Lo que vive Bolivia es una verdadera tragedia. Primero está la maldita cocaína, en Alemania, EEUU, España, Argentina la autoridad policial y de lucha contra el narcotráfico encuentran cocaína proveniente de Bolivia. Vergüenza internacional, se ratifica o diríamos, se grita el fracaso del narco control. Si abrimos los diarios es para contemplar esta espantosa realidad. La droga asesina se esparce por el mundo entero desde tres fuentes, hoy la primera, Bolivia, Colombia, Perú, a tiempo que su policía ha perdido la confianza, la llamada Interpol (Policía Internacional) ya no confía en la nuestra, los verdes han perdido la credibilidad y hoy en día, las operaciones antinarco no hacen participar a la Policía Boliviana, tampoco los organismos de inteligencia sea asoman por igual motivo y esto es desgraciado.

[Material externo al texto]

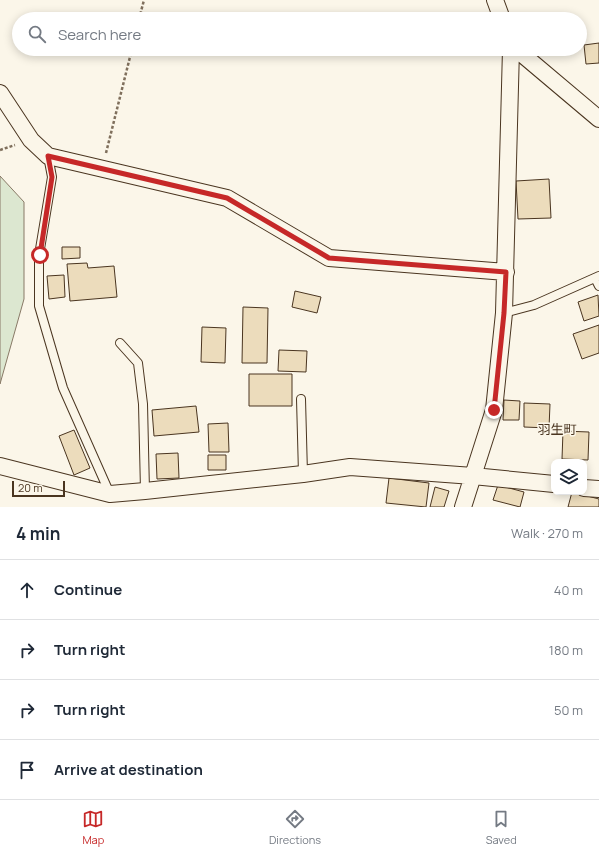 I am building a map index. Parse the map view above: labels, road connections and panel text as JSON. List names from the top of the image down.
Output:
{
  "districts": ["羽生町"],
  "scale_bar": "20 m",
  "page": {
    "search": "Search here",
    "scale": "20 m",
    "heading": ["4 min", "Walk · 270 m"],
    "list": [
      ["Continue", "40 m"],
      ["Turn right", "180 m"],
      ["Turn right", "50 m"],
      "Arrive at destination"
    ],
    "nav": ["Map", "Directions", "Saved"]
  }
} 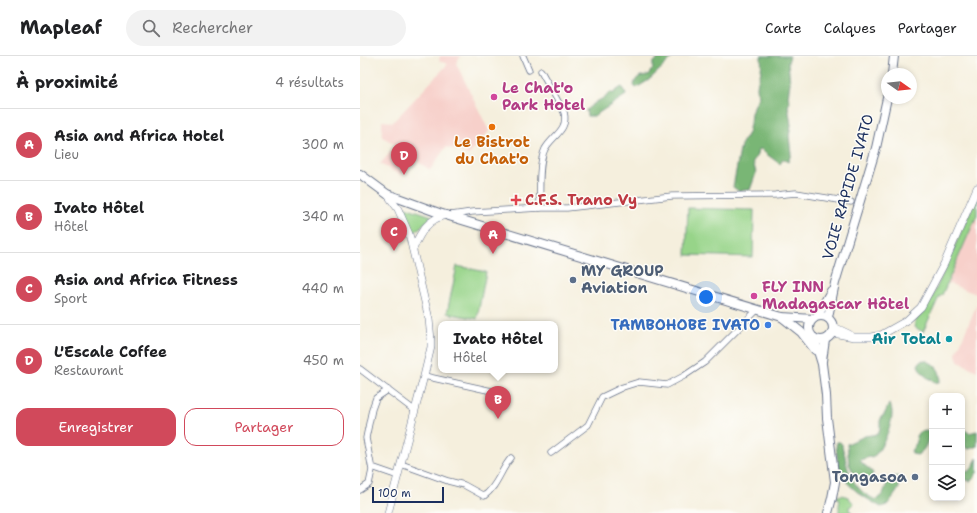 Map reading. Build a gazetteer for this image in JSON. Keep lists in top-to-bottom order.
{
  "streets": {
    "main road": ["VOIE RAPIDE IVATO"]
  },
  "places": {
    "other": [
      "Le Chat'o Park Hotel",
      "Le Bistrot du Chat'o",
      "MY GROUP Aviation",
      "FLY INN Madagascar Hôtel",
      "TAMBOHOBE IVATO",
      "Air Total",
      "Tongasoa"
    ],
    "health": ["C.F.S. Trano Vy"]
  },
  "scale_bar": "100 m",
  "north": "right",
  "page": {
    "header": "Mapleaf",
    "search": "Rechercher",
    "nav": ["Carte", "Calques", "Partager"],
    "heading": ["À proximité", "4 résultats"],
    "list": [
      {
        "mark": "A",
        "name": "Asia and Africa Hotel",
        "note": "Lieu",
        "value": "300 m"
      },
      {
        "mark": "B",
        "name": "Ivato Hôtel",
        "note": "Hôtel",
        "value": "340 m"
      },
      {
        "mark": "C",
        "name": "Asia and Africa Fitness",
        "note": "Sport",
        "value": "440 m"
      },
      {
        "mark": "D",
        "name": "L'Escale Coffee",
        "note": "Restaurant",
        "value": "450 m"
      }
    ],
    "pins": [
      "D",
      "C",
      "A",
      "B"
    ],
    "popup": ["Ivato Hôtel", "Hôtel"],
    "map_buttons": ["+", "−"],
    "buttons": ["Enregistrer", "Partager"],
    "scale": "100 m"
  }
}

Luego está el crimen, a contar del espectacular asesinado del funcionario Colodro en Santa Cruz, se han estado dando otros crímenes de un hijo a su madre, de una madre al hijo, entre hermanos y entre parejas, generalmente de uniformados que horrorizan y nos dejan estupefactos, atónicos que nos resistimos a seguir los detalles. Luego está el encarcelamiento y la tortura de presos políticos como Jeanine Añez, de Fernando Camacho, de Marco Pumari, de Amparo Carvajal, de N. Apaza y otros, a los que la Policía permite denigrar, causar padecimiento, deja sin protección o más si se quiere proteger a los violadores de los DDHH de los detenidos.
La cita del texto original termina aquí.